If you are considering whether a PR agency is the right move, the question is not really whether you need PR. It is whether you have the right partner to do it properly. That is worth thinking about carefully before you sign anything.

To understand how celebrity partnerships are structured, read our guide on celebrity brand endorsement strategy.

Frequently Asked Questions

What is the difference between PR and advertising?

Advertising is paid placement where the brand controls the message. PR generates earned media coverage through editorial relationships.

A feature in a respected publication carries credibility precisely because it cannot be bought. The two complement each other, but PR builds long-term brand equity in a way advertising alone cannot.
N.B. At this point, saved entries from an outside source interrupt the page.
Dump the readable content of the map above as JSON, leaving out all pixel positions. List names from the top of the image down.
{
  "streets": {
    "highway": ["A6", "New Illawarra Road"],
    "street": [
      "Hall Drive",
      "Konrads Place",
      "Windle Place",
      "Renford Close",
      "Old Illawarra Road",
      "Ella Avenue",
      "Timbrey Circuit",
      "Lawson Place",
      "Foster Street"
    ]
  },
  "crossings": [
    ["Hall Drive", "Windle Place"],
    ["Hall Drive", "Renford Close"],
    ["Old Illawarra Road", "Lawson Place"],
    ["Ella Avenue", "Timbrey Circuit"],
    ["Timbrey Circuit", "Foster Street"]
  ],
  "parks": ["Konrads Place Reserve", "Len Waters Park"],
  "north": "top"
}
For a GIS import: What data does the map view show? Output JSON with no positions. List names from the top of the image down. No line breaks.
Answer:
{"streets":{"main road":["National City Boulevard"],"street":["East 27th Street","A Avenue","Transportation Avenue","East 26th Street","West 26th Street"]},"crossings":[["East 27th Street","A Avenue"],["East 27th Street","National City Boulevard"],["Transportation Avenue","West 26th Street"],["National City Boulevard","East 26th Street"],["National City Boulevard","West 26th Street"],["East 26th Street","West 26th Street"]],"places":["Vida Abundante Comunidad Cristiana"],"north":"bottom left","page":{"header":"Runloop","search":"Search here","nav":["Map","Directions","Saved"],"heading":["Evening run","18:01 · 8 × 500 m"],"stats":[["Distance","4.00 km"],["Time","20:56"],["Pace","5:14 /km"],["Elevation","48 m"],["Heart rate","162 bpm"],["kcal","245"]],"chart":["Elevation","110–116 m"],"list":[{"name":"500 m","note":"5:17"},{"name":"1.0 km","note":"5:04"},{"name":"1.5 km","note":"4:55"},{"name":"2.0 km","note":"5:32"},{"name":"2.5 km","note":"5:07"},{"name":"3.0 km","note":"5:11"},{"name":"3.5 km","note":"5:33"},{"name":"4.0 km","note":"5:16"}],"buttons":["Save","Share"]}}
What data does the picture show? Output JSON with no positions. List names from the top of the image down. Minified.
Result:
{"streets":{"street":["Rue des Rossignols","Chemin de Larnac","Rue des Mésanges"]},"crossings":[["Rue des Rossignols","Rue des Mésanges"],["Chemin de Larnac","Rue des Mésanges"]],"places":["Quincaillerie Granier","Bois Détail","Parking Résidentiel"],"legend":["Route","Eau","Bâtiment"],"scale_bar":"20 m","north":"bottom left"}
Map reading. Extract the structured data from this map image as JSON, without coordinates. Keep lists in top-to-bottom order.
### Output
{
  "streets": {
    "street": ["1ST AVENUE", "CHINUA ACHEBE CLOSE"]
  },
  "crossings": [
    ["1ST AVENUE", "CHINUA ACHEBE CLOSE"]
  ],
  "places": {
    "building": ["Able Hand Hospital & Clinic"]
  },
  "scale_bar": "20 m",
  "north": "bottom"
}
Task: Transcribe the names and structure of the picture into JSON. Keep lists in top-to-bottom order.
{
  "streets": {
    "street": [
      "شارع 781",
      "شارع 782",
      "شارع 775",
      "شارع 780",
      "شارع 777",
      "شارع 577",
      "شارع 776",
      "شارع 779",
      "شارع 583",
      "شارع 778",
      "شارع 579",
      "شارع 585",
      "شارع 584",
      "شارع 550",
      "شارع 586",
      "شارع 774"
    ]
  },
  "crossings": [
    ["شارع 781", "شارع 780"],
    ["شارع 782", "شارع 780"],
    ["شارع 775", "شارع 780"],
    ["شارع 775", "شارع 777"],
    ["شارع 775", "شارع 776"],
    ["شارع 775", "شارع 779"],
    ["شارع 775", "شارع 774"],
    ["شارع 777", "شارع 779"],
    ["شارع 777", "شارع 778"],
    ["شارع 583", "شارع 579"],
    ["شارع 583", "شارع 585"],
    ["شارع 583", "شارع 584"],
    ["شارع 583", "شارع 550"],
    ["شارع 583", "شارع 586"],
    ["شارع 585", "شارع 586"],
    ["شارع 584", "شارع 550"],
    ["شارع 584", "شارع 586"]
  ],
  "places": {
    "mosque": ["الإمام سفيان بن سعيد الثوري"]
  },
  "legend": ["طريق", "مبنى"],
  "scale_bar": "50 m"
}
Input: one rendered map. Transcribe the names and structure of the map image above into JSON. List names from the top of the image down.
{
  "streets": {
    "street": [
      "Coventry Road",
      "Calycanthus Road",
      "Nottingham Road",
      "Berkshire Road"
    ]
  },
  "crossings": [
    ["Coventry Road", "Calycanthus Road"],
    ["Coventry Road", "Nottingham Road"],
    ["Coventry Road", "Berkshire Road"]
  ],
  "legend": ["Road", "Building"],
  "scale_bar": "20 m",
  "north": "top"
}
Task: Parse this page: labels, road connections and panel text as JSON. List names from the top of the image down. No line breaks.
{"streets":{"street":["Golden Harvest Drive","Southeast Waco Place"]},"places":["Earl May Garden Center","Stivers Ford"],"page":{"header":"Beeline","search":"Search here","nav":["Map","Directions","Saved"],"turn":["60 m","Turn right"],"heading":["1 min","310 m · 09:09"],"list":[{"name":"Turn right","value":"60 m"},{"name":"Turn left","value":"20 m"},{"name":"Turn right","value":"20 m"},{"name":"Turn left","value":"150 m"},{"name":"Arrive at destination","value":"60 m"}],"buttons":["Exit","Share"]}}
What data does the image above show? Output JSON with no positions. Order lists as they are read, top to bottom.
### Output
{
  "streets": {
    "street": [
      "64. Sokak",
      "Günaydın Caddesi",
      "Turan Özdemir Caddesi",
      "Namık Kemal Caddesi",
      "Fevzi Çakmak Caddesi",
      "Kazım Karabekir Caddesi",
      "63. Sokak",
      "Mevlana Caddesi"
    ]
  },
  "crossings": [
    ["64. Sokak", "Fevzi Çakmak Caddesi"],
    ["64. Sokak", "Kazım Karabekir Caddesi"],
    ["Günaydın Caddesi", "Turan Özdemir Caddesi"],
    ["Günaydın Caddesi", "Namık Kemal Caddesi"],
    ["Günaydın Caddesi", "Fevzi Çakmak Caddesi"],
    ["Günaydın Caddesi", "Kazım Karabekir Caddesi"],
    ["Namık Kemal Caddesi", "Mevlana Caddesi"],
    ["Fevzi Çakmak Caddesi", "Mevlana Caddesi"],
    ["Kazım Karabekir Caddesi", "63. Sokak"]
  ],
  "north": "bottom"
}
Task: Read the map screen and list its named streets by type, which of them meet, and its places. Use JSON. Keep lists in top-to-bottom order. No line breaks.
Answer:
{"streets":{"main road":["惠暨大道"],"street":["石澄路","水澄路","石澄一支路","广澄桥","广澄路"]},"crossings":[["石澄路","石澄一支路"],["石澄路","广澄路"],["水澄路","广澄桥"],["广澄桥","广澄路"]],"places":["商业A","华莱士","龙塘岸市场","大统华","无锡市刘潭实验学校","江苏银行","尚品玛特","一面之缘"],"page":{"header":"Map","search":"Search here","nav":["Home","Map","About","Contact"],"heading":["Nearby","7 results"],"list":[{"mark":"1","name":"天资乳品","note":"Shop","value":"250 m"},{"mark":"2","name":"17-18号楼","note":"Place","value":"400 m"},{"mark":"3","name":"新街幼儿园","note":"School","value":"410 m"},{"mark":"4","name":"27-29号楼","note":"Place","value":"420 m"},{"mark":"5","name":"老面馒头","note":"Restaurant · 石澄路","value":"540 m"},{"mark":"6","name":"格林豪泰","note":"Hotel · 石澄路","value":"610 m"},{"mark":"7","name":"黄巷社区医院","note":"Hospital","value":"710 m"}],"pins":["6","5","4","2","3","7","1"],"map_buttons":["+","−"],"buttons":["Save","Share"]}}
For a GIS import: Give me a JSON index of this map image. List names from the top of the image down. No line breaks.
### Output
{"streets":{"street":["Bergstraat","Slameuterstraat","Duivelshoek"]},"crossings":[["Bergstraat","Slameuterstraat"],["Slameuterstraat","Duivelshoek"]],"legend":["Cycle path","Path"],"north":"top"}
How much does a fashion PR agency cost?

Retainers vary widely depending on scope, from a few thousand pounds a month for targeted press office support to significantly more for full-service campaigns spanning media, events, and celebrity partnerships.

The right question is not how much an agency costs, but what measurable outcomes the investment delivers.

How do you measure PR success?

Effective measurement combines media coverage quality, publication reach, brand sentiment, and commercial outcomes such as inbound enquiries, retail interest, and sales uplift.

Vanity metrics like total clippings count are less useful than tracking whether coverage appeared in titles that actually influence your target audience.